§ **Task objective**: Each record that follows should be transcribed word for word.

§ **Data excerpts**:
== Segment start ==
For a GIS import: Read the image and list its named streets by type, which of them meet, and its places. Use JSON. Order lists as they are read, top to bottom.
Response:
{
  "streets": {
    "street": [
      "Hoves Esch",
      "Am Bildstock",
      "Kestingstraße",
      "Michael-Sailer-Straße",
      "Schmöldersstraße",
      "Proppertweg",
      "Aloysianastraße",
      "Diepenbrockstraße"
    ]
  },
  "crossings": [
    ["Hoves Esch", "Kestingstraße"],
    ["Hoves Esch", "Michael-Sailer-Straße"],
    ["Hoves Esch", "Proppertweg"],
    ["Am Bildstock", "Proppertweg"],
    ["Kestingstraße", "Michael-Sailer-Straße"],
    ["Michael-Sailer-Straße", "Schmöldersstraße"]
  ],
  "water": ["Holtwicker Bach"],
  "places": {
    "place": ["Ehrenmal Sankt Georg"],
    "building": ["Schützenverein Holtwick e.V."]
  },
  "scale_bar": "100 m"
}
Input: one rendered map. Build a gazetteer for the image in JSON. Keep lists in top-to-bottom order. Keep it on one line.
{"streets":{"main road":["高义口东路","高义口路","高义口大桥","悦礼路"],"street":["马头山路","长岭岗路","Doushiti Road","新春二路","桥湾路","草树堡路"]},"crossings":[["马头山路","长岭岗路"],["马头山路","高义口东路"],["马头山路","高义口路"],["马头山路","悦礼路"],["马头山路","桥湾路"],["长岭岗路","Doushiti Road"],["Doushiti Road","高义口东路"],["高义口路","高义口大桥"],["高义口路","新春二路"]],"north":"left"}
== Segment end ==
§ **Output below**:
For a GIS import: Read the image and list its named streets by type, which of them meet, and its places. Use JSON. Order lists as they are read, top to bottom.
Response:
{
  "streets": {
    "street": [
      "Hoves Esch",
      "Am Bildstock",
      "Kestingstraße",
      "Michael-Sailer-Straße",
      "Schmöldersstraße",
      "Proppertweg",
      "Aloysianastraße",
      "Diepenbrockstraße"
    ]
  },
  "crossings": [
    ["Hoves Esch", "Kestingstraße"],
    ["Hoves Esch", "Michael-Sailer-Straße"],
    ["Hoves Esch", "Proppertweg"],
    ["Am Bildstock", "Proppertweg"],
    ["Kestingstraße", "Michael-Sailer-Straße"],
    ["Michael-Sailer-Straße", "Schmöldersstraße"]
  ],
  "water": ["Holtwicker Bach"],
  "places": {
    "place": ["Ehrenmal Sankt Georg"],
    "building": ["Schützenverein Holtwick e.V."]
  },
  "scale_bar": "100 m"
}
Input: one rendered map. Build a gazetteer for the image in JSON. Keep lists in top-to-bottom order. Keep it on one line.
{"streets":{"main road":["高义口东路","高义口路","高义口大桥","悦礼路"],"street":["马头山路","长岭岗路","Doushiti Road","新春二路","桥湾路","草树堡路"]},"crossings":[["马头山路","长岭岗路"],["马头山路","高义口东路"],["马头山路","高义口路"],["马头山路","悦礼路"],["马头山路","桥湾路"],["长岭岗路","Doushiti Road"],["Doushiti Road","高义口东路"],["高义口路","高义口大桥"],["高义口路","新春二路"]],"north":"left"}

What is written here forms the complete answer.